*** Opening DATA EXTRACTS ***

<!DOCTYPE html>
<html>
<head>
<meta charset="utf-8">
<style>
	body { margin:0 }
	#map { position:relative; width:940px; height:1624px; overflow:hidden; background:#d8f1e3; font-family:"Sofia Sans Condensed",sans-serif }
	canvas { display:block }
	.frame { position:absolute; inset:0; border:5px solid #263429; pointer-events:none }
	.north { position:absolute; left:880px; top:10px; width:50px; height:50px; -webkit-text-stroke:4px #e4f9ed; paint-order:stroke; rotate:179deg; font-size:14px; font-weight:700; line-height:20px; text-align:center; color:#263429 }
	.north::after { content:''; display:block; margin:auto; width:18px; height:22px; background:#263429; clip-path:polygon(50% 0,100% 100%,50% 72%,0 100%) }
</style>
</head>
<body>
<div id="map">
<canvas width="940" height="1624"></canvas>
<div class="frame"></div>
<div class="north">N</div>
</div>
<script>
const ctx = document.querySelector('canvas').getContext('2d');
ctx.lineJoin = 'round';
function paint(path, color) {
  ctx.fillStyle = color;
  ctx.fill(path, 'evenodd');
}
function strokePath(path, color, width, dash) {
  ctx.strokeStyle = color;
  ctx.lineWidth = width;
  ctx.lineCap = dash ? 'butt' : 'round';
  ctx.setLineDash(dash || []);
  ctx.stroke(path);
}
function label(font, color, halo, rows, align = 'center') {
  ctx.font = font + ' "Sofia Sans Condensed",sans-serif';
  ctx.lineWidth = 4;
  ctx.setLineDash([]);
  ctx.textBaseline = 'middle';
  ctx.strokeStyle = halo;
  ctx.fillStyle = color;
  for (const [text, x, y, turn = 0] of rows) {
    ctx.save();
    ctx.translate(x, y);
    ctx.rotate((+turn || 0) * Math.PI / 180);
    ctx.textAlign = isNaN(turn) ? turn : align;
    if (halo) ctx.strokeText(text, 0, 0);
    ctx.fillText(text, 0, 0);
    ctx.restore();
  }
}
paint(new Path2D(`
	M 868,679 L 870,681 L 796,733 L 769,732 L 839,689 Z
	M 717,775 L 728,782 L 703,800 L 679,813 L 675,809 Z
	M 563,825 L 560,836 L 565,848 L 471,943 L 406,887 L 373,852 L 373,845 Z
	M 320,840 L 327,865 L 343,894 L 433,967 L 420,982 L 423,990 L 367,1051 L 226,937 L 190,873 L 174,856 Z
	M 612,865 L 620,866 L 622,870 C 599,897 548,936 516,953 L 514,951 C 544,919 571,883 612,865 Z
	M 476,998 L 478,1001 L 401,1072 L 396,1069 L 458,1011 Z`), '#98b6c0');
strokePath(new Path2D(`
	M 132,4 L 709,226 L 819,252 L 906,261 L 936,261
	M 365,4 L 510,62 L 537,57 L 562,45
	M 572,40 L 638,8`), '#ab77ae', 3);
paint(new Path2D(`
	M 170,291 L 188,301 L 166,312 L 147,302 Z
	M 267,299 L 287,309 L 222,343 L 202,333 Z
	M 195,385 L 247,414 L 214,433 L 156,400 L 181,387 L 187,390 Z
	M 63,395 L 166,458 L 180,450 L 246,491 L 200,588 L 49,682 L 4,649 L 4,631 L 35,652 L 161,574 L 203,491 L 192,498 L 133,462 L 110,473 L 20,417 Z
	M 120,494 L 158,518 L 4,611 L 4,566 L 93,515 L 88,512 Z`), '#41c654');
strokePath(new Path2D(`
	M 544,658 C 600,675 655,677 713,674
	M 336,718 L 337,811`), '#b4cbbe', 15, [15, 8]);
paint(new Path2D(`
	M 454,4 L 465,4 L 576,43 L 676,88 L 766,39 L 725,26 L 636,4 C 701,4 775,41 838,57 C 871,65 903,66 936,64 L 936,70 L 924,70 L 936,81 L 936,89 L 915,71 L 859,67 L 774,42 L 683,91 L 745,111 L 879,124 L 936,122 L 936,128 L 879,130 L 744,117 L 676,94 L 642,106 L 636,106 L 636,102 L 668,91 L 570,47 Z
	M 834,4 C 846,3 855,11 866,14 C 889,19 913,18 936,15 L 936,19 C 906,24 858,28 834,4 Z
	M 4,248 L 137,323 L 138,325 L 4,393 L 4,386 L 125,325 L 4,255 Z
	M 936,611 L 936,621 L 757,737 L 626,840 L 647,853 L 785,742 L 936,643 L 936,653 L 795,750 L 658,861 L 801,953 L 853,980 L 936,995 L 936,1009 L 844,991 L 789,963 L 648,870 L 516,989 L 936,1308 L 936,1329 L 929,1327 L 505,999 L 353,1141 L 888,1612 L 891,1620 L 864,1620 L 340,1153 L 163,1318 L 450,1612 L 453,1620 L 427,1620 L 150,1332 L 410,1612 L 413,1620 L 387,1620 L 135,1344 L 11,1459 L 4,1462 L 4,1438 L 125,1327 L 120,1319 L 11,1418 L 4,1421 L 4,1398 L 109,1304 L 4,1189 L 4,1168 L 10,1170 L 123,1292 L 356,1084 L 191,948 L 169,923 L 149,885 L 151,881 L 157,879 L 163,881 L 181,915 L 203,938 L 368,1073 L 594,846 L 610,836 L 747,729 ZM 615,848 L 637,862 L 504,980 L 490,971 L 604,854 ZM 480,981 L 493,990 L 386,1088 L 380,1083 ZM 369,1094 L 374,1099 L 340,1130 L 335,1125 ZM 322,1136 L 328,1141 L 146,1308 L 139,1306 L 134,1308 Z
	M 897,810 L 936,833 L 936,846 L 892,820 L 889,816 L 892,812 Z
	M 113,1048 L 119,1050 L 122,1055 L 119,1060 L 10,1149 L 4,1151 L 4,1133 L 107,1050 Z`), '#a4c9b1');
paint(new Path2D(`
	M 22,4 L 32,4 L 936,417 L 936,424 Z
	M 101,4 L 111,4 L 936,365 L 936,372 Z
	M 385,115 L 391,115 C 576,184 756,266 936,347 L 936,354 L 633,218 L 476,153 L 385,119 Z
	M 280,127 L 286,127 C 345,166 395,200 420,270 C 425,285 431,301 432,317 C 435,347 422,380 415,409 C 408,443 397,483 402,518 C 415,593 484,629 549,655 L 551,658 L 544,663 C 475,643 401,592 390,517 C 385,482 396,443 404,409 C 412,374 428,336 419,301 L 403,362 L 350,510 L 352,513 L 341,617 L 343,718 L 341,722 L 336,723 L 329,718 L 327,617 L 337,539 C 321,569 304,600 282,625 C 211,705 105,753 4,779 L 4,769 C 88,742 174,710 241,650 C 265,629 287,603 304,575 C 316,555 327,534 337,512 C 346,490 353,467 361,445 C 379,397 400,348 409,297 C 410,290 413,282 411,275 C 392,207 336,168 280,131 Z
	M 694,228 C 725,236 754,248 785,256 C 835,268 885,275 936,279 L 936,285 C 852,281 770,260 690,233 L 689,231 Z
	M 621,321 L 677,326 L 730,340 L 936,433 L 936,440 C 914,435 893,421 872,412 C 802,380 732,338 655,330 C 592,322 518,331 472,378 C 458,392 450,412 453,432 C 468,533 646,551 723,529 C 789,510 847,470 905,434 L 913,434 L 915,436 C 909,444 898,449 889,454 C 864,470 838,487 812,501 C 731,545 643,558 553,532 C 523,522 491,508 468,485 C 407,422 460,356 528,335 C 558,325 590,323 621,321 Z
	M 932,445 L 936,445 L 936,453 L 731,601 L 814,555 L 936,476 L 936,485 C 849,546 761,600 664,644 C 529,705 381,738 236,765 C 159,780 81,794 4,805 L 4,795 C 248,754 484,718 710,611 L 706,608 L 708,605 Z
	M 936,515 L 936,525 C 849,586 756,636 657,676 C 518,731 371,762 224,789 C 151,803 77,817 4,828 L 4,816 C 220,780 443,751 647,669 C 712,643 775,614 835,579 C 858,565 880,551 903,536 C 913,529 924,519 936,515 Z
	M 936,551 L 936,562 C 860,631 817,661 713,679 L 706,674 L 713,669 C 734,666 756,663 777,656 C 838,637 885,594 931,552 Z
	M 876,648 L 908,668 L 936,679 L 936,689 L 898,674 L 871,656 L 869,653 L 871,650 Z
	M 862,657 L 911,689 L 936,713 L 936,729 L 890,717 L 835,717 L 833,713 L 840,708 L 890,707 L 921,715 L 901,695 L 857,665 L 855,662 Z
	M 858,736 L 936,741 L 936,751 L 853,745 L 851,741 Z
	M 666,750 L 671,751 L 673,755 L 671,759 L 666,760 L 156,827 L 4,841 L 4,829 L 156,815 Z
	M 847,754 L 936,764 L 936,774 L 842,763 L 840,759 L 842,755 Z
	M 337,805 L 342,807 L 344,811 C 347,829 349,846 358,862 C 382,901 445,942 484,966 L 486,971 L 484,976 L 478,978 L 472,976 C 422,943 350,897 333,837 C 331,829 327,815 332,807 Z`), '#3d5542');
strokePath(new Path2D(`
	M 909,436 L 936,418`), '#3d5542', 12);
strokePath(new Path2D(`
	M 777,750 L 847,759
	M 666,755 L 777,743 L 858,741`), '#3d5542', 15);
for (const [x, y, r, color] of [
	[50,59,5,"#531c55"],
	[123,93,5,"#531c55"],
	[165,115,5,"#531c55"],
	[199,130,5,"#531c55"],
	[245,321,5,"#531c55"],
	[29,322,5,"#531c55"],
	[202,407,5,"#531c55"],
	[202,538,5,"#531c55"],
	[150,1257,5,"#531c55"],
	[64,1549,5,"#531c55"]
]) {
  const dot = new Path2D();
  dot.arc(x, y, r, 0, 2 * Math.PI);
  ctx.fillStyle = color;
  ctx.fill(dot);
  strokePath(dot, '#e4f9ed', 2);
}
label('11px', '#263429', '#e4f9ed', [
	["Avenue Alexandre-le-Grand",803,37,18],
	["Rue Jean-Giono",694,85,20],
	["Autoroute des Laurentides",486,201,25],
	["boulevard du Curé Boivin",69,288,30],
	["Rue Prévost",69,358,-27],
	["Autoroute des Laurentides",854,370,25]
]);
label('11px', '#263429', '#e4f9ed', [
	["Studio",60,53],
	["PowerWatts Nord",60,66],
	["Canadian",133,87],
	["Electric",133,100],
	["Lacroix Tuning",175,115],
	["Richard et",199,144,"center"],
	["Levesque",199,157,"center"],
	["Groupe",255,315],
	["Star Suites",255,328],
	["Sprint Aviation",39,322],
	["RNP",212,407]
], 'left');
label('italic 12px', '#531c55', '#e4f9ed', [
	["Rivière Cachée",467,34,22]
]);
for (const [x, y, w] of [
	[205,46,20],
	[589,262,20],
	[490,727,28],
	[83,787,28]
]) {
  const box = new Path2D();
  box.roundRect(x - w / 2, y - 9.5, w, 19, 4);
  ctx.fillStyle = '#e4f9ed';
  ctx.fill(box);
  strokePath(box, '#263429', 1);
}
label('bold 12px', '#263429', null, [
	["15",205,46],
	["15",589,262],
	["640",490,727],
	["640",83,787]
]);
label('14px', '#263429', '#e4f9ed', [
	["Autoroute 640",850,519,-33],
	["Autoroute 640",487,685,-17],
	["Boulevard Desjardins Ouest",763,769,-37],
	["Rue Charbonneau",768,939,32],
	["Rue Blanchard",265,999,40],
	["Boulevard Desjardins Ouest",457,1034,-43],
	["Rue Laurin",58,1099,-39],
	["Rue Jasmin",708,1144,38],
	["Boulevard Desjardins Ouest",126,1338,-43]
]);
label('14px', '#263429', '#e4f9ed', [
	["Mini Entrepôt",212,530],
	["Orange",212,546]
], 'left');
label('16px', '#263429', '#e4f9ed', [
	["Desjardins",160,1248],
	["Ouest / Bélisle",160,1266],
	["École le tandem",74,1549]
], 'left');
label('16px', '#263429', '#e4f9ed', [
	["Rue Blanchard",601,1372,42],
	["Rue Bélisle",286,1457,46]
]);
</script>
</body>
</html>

*** Closing DATA EXTRACTS ***

• _WHAT THE TASK REQUIRES_
For each line in the records that contains the word "halo", make a copy.

• _SOLVED PROBLEM_
function label(font, color, halo, rows, align = 'center') {
  ctx.strokeStyle = halo;
    if (halo) ctx.strokeText(text, 0, 0);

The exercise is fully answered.